# Entries provided
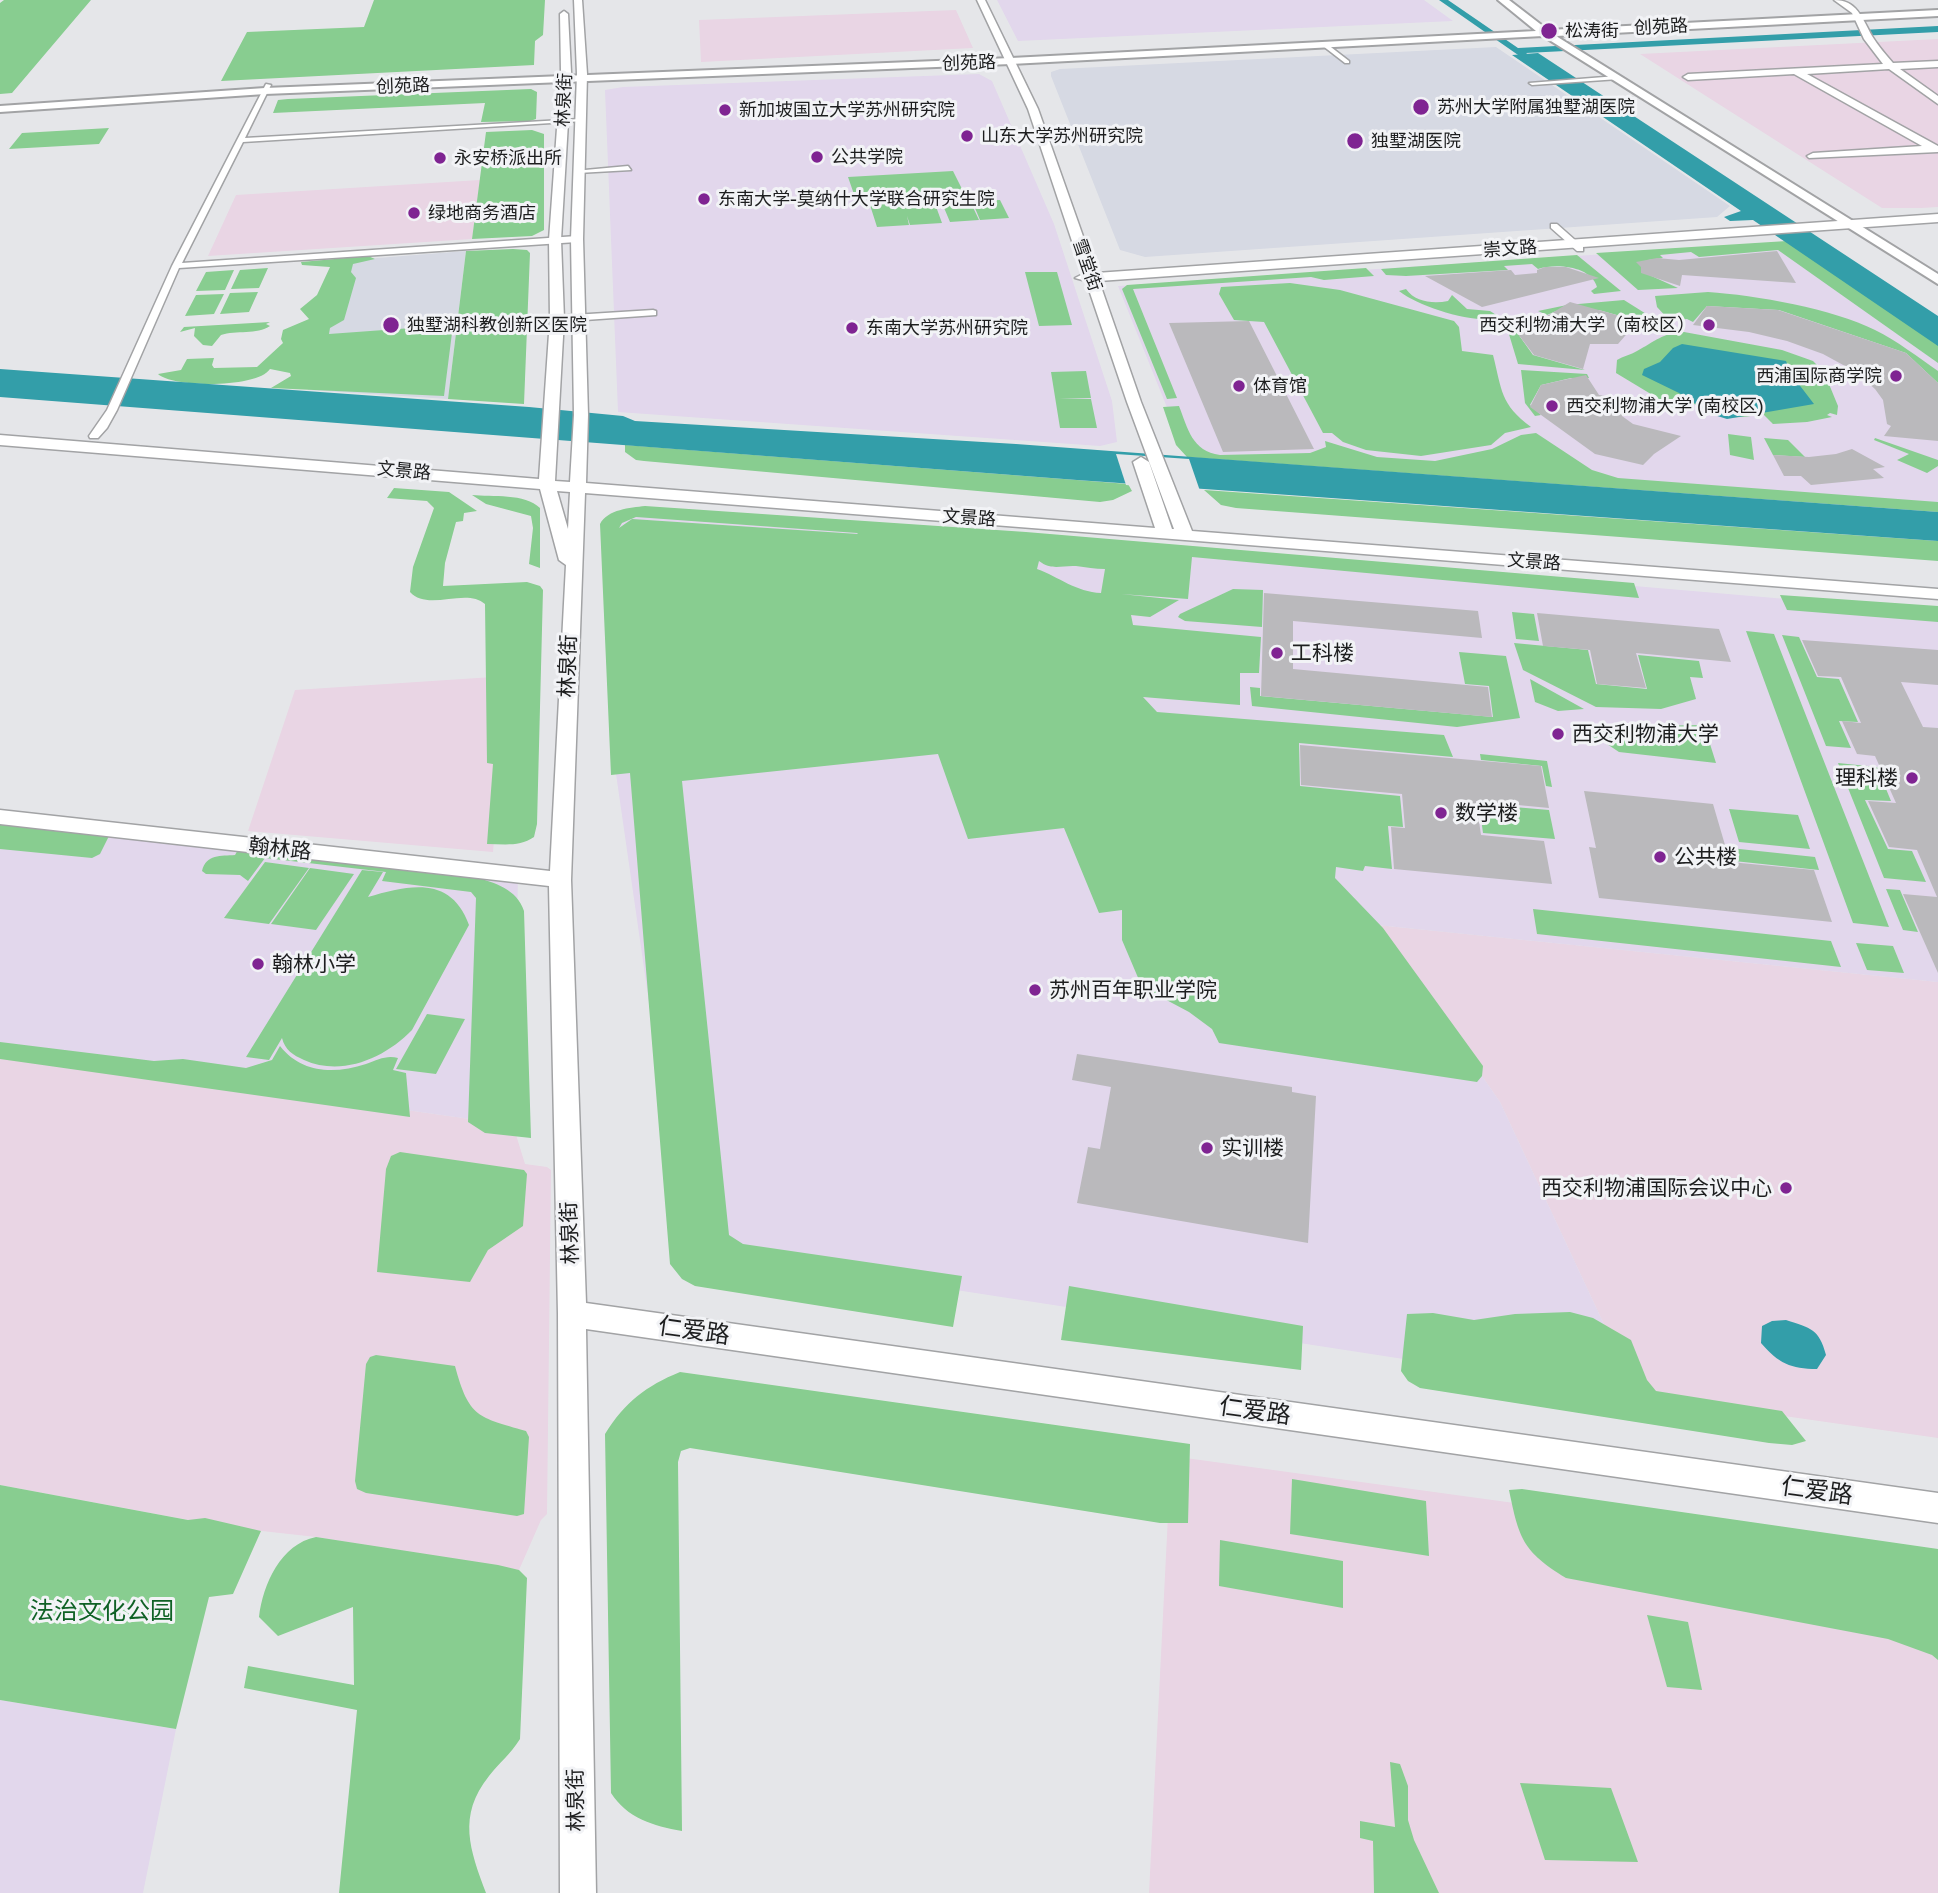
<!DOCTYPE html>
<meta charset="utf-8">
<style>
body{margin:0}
canvas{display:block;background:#e5e6e9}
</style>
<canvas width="1938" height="1893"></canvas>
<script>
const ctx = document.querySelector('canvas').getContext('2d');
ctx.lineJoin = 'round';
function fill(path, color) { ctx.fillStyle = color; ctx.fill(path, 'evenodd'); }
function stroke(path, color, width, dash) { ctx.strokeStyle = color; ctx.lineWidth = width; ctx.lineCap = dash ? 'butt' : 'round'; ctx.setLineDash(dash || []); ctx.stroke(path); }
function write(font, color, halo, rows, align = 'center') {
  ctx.font = font + ' "Golos Text","Noto Sans SC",sans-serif'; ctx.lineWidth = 6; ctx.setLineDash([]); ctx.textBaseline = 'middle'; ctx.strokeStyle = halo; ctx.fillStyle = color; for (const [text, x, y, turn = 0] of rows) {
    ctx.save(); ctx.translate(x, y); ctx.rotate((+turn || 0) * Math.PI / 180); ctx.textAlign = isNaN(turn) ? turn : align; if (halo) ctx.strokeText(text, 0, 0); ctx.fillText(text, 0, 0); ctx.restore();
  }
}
fill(new Path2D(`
 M956 10 973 48 701 62 699 20Z
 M1938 39V207L1921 208H1882L1640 54Z
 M480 180 472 239 208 256 236 195Z
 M508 676 493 852 248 831 295 690Z
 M1377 925 1938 982V1438L1637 1395 1500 1102Z
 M0 1053 513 1125 525 1164 547 1167 551 1170 547 1514 541 1520 519 1570 316 1537 226 1527 0 1485Z
 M1171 1456 1938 1561V1893H1149Z`), '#e9d5e4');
fill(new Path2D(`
 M1496 47 1730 206 1717 217 1145 257 1120 250 1051 76V72L1060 69Z
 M466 251 448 399 308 390 340 261Z`), '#d6d9e3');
fill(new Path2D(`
 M997 0H1424L1453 21 1018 41Z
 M979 74 992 81 1054 224 1112 401 1117 442 1100 446 618 412 605 90 623 87Z
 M1774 243 1938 356V512L1187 457 1118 286Z
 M636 507 1062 537 1938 612V982L1377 925 1500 1102 1637 1395 729 1255 677 1197 614 760 602 521Z
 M0 819 518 875 513 1125 0 1053Z
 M0 1700 176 1729 143 1893H0Z`), '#e2d7ec');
fill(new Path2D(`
 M4 0H91L12 93 0 94V3Z
 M374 0H545L543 35 535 41 534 65 221 81 247 32 364 27Z
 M531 89 537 92 536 119 530 121 481 122 485 103 273 113 278 100 288 99Z
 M109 128 99 144 9 149 22 133Z
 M532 130 544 134V230L532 236 472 239 486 132Z
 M953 171 964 193 856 200 848 177Z
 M1000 200 1009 218 980 220 972 201Z
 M934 201 942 223 910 225 907 216 909 225 877 227 870 205Z
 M970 201 979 220 950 222 942 203Z
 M1787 241 1938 344V363L1778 250 1699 257 1691 252 1660 255 1663 258 1648 260 1647 274 1678 288 1638 290 1596 253Z
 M513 249 527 250 530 253 524 404 448 399 466 251Z
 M1577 255 1621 291 1594 294 1591 291 1597 287C1591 266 1556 263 1538 269L1532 264 1504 266 1508 270 1406 276 1386 275 1381 269Z
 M368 256 375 259 353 264 351 272 356 278 344 320 330 328 329 334 453 325 444 396 271 388 291 376 290 373 270 369C258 388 173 388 158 374L181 370 187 359 214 358 212 365 214 368 257 367 283 343 281 339 283 330 309 319 300 309 317 295 330 267 302 265 301 262Z
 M268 268 259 288 231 289 240 270Z
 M1366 268 1374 276 1324 280 1311 277 1133 289 1177 398 1167 399 1122 289 1127 285Z
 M234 270 225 290 196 291 206 272Z
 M1025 272H1057L1072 325 1039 326Z
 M1290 283 1340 290 1454 321 1459 327 1462 351 1493 355C1502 390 1500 404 1531 427L1505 433 1491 445 1421 456 1366 450 1343 442 1332 433H1323L1264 322 1234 320 1219 294 1221 287Z
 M1406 289C1415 302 1433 304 1448 301L1452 295 1467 309 1490 311 1501 318C1474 324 1421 308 1399 291Z
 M258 292 249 312 220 314 230 293Z
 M1708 292C1755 295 1834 309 1875 330 1897 341 1918 357 1938 371V383L1906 353 1779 310 1707 306 1693 322 1687 319 1670 321 1657 307 1655 296Z
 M224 294 214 314 185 316 196 295Z
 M1624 300 1659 322 1641 324 1631 319 1599 310 1556 311 1547 315 1538 311 1567 305Z
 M270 322 266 324 270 326C257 335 236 330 221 335L212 346 203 345 194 336 195 328 180 332 184 327Z
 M1511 329 1520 332 1518 334 1533 355 1585 370 1518 364 1508 331Z
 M1684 332 1782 350 1813 361 1824 372 1838 406 1837 415 1830 413 1827 415 1832 417 1807 422 1773 424 1763 414C1728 420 1719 419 1689 401L1674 408 1616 373 1617 360C1623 356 1631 355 1637 351 1654 342 1664 332 1684 332Z
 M1521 370 1587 374 1589 378H1571L1541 385 1530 405 1541 415 1535 416 1525 403Z
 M1086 371 1091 398 1059 399H1091L1097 428H1060L1051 372Z
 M1179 406C1188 429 1192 451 1220 455L1310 453 1326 447 1325 441 1377 457 1435 461 1492 449 1521 435 1536 433 1592 470 1618 478 1938 502V512L1187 457 1176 445 1163 407Z
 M1728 434 1751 437 1754 460 1730 455Z
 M1764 438 1788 440 1805 457 1773 455Z
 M1875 438 1938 460V466L1927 473 1897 460 1909 454 1874 440Z
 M625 445 1128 484 1132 491 1113 500 1100 502 644 461 636 460 625 452Z
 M394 488 449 492 477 511 464 513 463 521 456 522 445 563 443 586 527 582 540 586 543 590 537 824 534 837C520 847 504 844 487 844L493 764 487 763 485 604C466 587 428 612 410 592L413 567 434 508 427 501 387 498Z
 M1204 490 1938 541V561L1236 508 1221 505Z
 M472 495C492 497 525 493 540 508V568L529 564 533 528 531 516 486 504Z
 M645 506 1026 532 1634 583 1639 598 1192 557 1188 599 1121 594 1179 600 1150 617 1131 615 1133 625 1261 637 1259 673H1240V705L1143 697 1157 712 1444 735 1453 757 1299 743 1300 786 1400 796 1403 827 1388 826 1392 869 1365 866 1363 871 1336 867 1335 878 1383 928 1483 1066 1482 1076 1477 1082 1219 1043 1212 1029 1189 1012 1142 987 1122 940V910L1099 913 1064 828 968 839 938 754 682 781 729 1235 743 1244 962 1276 953 1327 695 1286 682 1279 670 1264 630 773 611 775 600 524C608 509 630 508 645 506ZM636 517 857 533 858 534 632 519 619 528 622 523ZM1039 561C1052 571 1062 565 1076 566 1086 567 1095 569 1105 569L1101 593C1076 592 1059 577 1037 569Z
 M1233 589 1263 590 1262 627 1185 621 1178 617 1180 614Z
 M1780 595 1938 606V622L1787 610Z
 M1512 612 1534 614 1539 641 1516 639Z
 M1746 631 1774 634 1889 927 1853 923Z
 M1782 635 1799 637 1817 677 1839 679 1858 722 1839 721 1851 748 1826 746Z
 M1514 643 1588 650 1596 684 1647 689 1638 655 1699 661 1703 678 1690 677 1696 699 1661 709 1596 707 1523 670Z
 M1459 652 1506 656 1520 718 1457 727 1252 706 1250 687 1260 688V696L1493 717 1489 686 1465 684Z
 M1530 679 1584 709 1558 711 1535 702Z
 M1704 725 1716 763 1619 752 1598 738 1584 736 1579 727Z
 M1480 754 1547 761 1552 787 1546 786 1542 766 1481 760Z
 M1838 763 1877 767 1891 801 1865 800 1888 849 1912 851 1926 882 1884 878Z
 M1479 804 1549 810 1555 839 1483 833Z
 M1729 809 1798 815 1810 849 1739 842Z
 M0 821 109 836 100 854 92 858 0 849Z
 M239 848 475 877C495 883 517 889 524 911L531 1138 485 1133 468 1122 476 898 471 892 382 881 386 872 265 858 248 881 240 875 206 874 202 871C206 854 221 856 235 855Z
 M1730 848 1815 857 1819 870 1734 861Z
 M265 862 309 868 269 924 224 918Z
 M310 868 354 874 316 930 271 924Z
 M362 870 383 872 368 897C409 885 451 875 469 925L412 1030C385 1058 342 1077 304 1060 293 1055 285 1050 282 1038L269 1060 246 1057Z
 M1886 889 1900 890 1918 932 1903 930Z
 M1533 909 1831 941 1841 967 1537 934Z
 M1856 943 1893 946 1904 973 1867 970Z
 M427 1014 465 1019 436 1074 396 1069Z
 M0 1042 154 1061 183 1059 246 1068 272 1060 280 1046C302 1074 335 1074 366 1064 378 1060 386 1055 398 1058L393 1070 406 1073 410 1117 0 1059Z
 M400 1152 524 1170 527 1174 523 1226 488 1250 470 1282 377 1272 386 1169 391 1156Z
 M1069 1286 1303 1326 1301 1370 1061 1340Z
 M1570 1312 1593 1318 1631 1340 1647 1380 1656 1391 1782 1411 1806 1441 1792 1445 1769 1443 1420 1388 1408 1381 1401 1371 1407 1314 1433 1313 1474 1320 1515 1314Z
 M376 1355 455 1366C469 1418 478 1417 526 1431L529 1437 524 1514 517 1516 366 1493 357 1489 355 1481 366 1364 370 1357Z
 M680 1372 1190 1444 1188 1523H1160L690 1448 681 1451 678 1462 682 1831C653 1826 627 1818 611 1793L605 1434C625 1402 646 1386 680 1372Z
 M1292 1479 1426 1501 1429 1556 1290 1534Z
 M0 1485 188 1520 205 1518 261 1531 233 1594 209 1597 176 1729 0 1700Z
 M1522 1489 1938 1549V1660L1932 1655 1888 1639 1566 1578C1522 1551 1519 1538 1509 1490Z
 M316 1537 498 1565 519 1570 527 1578 520 1739C510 1755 500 1762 489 1776 457 1816 470 1850 486 1893H339L357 1710 244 1688 248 1666 354 1685 353 1607 278 1636 259 1617C263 1584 281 1544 316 1537Z
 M1220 1540 1343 1561V1608L1219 1586Z
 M1647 1615 1688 1622 1702 1690 1667 1687Z
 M1390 1762 1400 1764 1408 1786V1820L1414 1840 1439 1893H1374L1373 1841 1360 1838V1821L1395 1827Z
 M1520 1783 1611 1788 1638 1862 1545 1860Z`), '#88cd90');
fill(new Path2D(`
 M1538 53 1938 316V346L1753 220 1730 221 1724 217 1741 211 1512 55Z
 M1682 344 1786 361 1791 374 1814 404 1727 419 1711 414 1679 393 1642 375 1644 369 1660 362 1673 348Z
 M0 369 529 407 623 416 635 421 1016 444 1938 512V541L1077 480 0 397Z
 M1786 1320C1811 1328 1819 1329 1826 1355L1817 1369C1791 1369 1778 1363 1761 1343L1762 1326 1772 1321Z`), '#339ea9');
fill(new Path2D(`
 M1116 454 1189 459 1200 491 1126 485Z`), '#e5e6e9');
fill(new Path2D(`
 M1439 0H1448L1518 48 1938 26V32L1526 53 1547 68V72L1544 73Z`), '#339ea9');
fill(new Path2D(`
 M1777 251 1796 283 1682 275 1680 286 1641 273V267L1636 262 1657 258 1679 260Z
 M1545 267H1566L1599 278 1482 307 1425 276 1511 270 1515 275 1537 273V270Z
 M1570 302 1638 321 1618 344H1590L1583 369 1534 355 1518 334Z
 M1707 306 1778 310 1906 353 1938 383V441L1884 436 1891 426 1887 424 1883 400 1875 389 1856 372 1823 354 1787 341 1749 332 1693 325Z
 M1249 321 1314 449 1223 452 1169 323Z
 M1586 375 1599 395 1612 397 1622 404V416L1633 424 1681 436 1654 454 1643 465 1595 454 1530 407 1541 385Z
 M1852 449 1885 467 1873 469 1884 478 1811 485 1801 476H1784L1773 455 1809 457 1836 454Z
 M1264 593 1478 611 1482 638 1293 621V669L1488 687 1492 717 1261 696Z
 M1537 613 1719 629 1731 662 1636 653 1646 688 1597 684 1590 650 1543 646Z
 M1802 640 1938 650V685L1901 682 1923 727 1938 728V973L1903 894 1937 897 1917 850 1889 847 1868 801 1896 803 1875 756 1857 754 1842 721 1861 723 1841 677 1818 676Z
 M1300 745 1541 766 1549 808 1476 801 1481 835 1544 841 1552 884 1394 869 1391 827 1405 828 1402 794 1301 785Z
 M1584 791 1713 804 1730 862 1814 870 1832 922 1599 898 1589 847 1596 848Z
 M1077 1054 1292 1087V1092L1316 1096 1308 1243 1077 1203 1088 1147 1100 1149 1111 1087 1072 1080Z`), '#bab9bc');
const street = new Path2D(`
 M1323 44H1327L1349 61V63H1345L1323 46Z
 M1617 76 1619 79 1532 85 1529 83Z
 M266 84 271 85 245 138 580 119 584 121 243 142 182 263 577 236 581 239 577 242 179 268 117 410 107 428 98 438H90L89 436 107 410 172 266Z
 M628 166 631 170 578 173 574 171Z
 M1551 224H1557L1583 247V251H1577L1551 228Z
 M653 310 656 311V315L557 322 552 319 557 316Z`);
const secondary = new Path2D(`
 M574 0H582L587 74 583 239 588 415 586 483 1155 528 1133 462 1141 457 1149 462 1172 529H1174L1127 402 1086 281 1075 278 1083 274 1028 109 977 0H985L1038 109 1096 273 1938 214V222L1099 281 1141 402 1192 531 1938 589V599L585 493 571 880 586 1303 1938 1493V1523L586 1329 596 1893H560L558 1314 549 886 0 824V810L550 871 566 565 559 560 540 489 0 445V435L539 479 550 319 549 240 561 72 560 14 564 11 568 14 571 72 561 240 564 319 555 481 570 482 574 415 571 239 577 74ZM557 491 570 492 568 529Z
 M1834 0C1857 0 1862 18 1872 36 1878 46 1886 55 1893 63L1938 61V67L1900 69 1938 96V104L1889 69 1807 74 1938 146V152L1809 158 1807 156 1813 153 1922 146 1794 74 1688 80 1683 77 1688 74 1883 64 1864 39 1852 13Z`);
const primary = new Path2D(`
 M1498 0H1509L1548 30 1938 10V16L1556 36 1938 274V284L1543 36 1011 64 265 94 0 112V106L265 88 1011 58 1536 31Z`);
stroke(street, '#a2a3a5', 3);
stroke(secondary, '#a2a3a5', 3);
stroke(primary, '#a2a3a5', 4);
fill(street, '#fff');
fill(secondary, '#fff');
fill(primary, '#fff');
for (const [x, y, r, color] of [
 [1549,31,9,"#7f2492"],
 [1421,107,9,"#7f2492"],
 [725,110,7,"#7f2492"],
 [967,136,7,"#7f2492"],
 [1355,141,9,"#7f2492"],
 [817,157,7,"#7f2492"],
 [440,158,7,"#7f2492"],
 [704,199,7,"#7f2492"],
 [414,213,7,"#7f2492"],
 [391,325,9,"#7f2492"],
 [1709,325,7,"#7f2492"],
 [852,328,7,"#7f2492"],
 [1896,376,7,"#7f2492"],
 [1239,386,7,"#7f2492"],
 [1552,406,7,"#7f2492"],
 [1277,653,7,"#7f2492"],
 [1558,734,7,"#7f2492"],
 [1912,778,7,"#7f2492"],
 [1441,813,7,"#7f2492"],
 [1660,857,7,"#7f2492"],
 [258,964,7,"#7f2492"],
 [1035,990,7,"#7f2492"],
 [1207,1148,7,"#7f2492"],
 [1786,1188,7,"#7f2492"]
]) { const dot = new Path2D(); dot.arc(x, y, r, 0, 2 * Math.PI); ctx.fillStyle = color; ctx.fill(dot); stroke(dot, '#f2f3f6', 2.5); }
write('18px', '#1d1e1f', '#f2f3f6', [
 ["创苑路",1661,27,-3],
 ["创苑路",969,63,-2],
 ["创苑路",403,86,-2],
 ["林泉街",564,100,-87],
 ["崇文路",1510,249,-4],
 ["雪堂街",1087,265,71],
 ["文景路",404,471,5],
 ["文景路",969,518,4],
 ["文景路",1534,562,4]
]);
write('18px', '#1d1e1f', '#f2f3f6', [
 ["松涛街",1565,31],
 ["苏州大学附属独墅湖医院",1437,107],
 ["新加坡国立大学苏州研究院",739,110],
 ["山东大学苏州研究院",981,136],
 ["独墅湖医院",1371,141],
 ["公共学院",831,157],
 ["永安桥派出所",454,158],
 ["东南大学-莫纳什大学联合研究生院",718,199],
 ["绿地商务酒店",428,213],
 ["独墅湖科教创新区医院",407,325],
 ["西交利物浦大学（南校区）",1695,325,"right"],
 ["东南大学苏州研究院",866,328],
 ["西浦国际商学院",1882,376,"right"],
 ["体育馆",1253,386],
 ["西交利物浦大学 (南校区)",1566,406]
], 'left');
write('21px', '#1d1e1f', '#f2f3f6', [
 ["工科楼",1291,653],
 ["西交利物浦大学",1572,734],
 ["理科楼",1898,778,"right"],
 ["数学楼",1455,813],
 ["公共楼",1674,857],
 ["翰林小学",272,964],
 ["苏州百年职业学院",1049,990],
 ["实训楼",1221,1148],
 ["西交利物浦国际会议中心",1772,1188,"right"]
], 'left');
write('21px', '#1d1e1f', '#f2f3f6', [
 ["林泉街",568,666,-88],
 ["翰林路",280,849,6],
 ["林泉街",570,1233,-92],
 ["林泉街",576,1800,-91]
]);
write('24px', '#1d1e1f', '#f2f3f6', [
 ["仁爱路",694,1331,8],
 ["仁爱路",1255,1411,8],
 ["仁爱路",1817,1491,8]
]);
write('24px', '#0f6125', '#f2f3f6', [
 ["法治文化公园",102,1611]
]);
</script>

# About this exercise
How many lines of the data contain "lineWidth"? Work it out and give only the number.

# The completed task
2